Can machine-learning algorithms enhance cardiovascular risk prediction using routinely collected primary care data?
Current standard CVD risk assessment tools used in clinical practice are derived from prospective cohort or primary care database studies. These models make assumptions that each risk factor is associated with CVD in a linear-additive relationship, over-simplifying complex interactions. Machine-learning offers advantages including the ability to detect non-linear relationships, identifying all possible interactions, and multiple training algorithms. The aim of this study was to evaluate whether machine-learning can improve prediction of CVD using a large primary care database (CPRD).
The study population consisted of patients aged between 30 to 84 years, have complete data for eight core variables (gender, age, smoking status, systolic blood pressure, blood pressure treatment, total cholesterol, HDL cholesterol, and diabetes) at baseline (1 Jan 2005).
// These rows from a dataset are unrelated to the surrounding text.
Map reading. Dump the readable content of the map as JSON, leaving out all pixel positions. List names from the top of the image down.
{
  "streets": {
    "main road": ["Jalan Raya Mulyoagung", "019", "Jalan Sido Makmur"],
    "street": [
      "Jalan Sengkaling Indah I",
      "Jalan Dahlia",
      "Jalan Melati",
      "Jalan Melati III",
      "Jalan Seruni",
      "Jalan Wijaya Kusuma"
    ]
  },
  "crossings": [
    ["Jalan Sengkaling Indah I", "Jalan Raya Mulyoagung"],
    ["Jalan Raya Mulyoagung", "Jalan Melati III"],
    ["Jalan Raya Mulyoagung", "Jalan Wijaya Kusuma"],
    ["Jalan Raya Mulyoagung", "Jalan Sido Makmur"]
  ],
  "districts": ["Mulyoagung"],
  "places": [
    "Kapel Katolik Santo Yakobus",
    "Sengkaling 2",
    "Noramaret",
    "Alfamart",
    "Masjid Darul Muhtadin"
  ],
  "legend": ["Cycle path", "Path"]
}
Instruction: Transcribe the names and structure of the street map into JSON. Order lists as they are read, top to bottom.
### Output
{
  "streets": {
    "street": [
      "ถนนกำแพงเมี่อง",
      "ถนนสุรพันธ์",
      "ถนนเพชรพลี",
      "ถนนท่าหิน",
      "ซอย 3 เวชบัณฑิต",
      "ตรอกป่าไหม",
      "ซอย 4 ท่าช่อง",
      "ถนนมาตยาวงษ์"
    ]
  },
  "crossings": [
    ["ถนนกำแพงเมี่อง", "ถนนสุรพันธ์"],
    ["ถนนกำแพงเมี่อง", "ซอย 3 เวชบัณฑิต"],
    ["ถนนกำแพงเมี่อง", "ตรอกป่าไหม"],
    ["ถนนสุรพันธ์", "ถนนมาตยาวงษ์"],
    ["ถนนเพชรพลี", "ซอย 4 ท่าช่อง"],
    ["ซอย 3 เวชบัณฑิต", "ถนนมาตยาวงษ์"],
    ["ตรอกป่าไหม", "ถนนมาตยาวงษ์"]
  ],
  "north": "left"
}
An additional 22 variables which potentially were associated with CVD were included in the analysis. The outcome was the first CVD event during the 10-year follow-up period.The study population was split into a ‘training’ cohort (70% random sample) and a ‘validation’ cohort (30% random sample). Four machine-learning algorithms were trained: logistic regression, random forest, gradient boosting machines, and neural networks. Algorithm performance was assessed in the validation cohort by the area under the receiver operating curve (AUC). Sensitivity, specificity, positive predictive value (PPV), and negative predictive value (NPV) were provided for the corresponding 7.5% threshold specified by the ACC/AHA guidelines.
From a total cohort of 378,256 patients who were free from CVD baseline, there were 24,970 incident cases (6.6%) of CVD during the 10-year follow-up period. Machine-learning algorithms resulted in significant improvements on discrimination compared to the baseline ACC/AHA model (AUC 0.728, 95% CI 0.723 – 0.735): random forest model +1.7% (AUC 0.745, 95% CI 0.739 – 0.750), logistic regression +3.3% (AUC 0.761, 95% CI 0.755 – 0.766), gradient boosting machines +3.2% (AUC 0.760, 95% CI 0.755 – 0.766), neural networks +3.6% (AUC 0.764, 95% CI 0.759 – 0.769). The ACC/AHA model predicted 4,643 cases from 7,404 cases (sensitivity 62.7%, PPV 17.1%). Random forest resulted in a net increase of 191 CVD cases (sensitivity 65.3%, PPV 17.8%). Logistic regression resulted in a net increase of 324 cases (sensitivity 67.1%, PPV 18.3%). Gradient boosting machines and neural networks resulted in a net increase of 355 (sensitivity 67.5%, PPV 18.4%) and 354 (sensitivity 67.5%, PPV 18.4%) cases correctly predicted, respectively. The ACC/AHA model predicted 53,106 non-cases from 75,585 total non-cases (specificity 70.3%, NPV 95.1%). The net increase in non-cases predicted ranged from 191 non-cases for the random forest algorithm (specificity 70.5%, NPV 95.4%) to 355 non-cases for gradient boosting machines (specificity 70.7%, NPV 95.7%).
In the era of ‘big-data’, we have demonstrated that machine-learning algorithms offer better opportunities to fully harness the information collected in routine primary care practice. Improvements in prediction accuracy of standard CVD risk prediction tools have clear clinical implications in terms of the absolute number of individuals who are correctly identified who would benefit from preventive treatment while reducing the number of individuals who are incorrectly given treatment unnecessarily.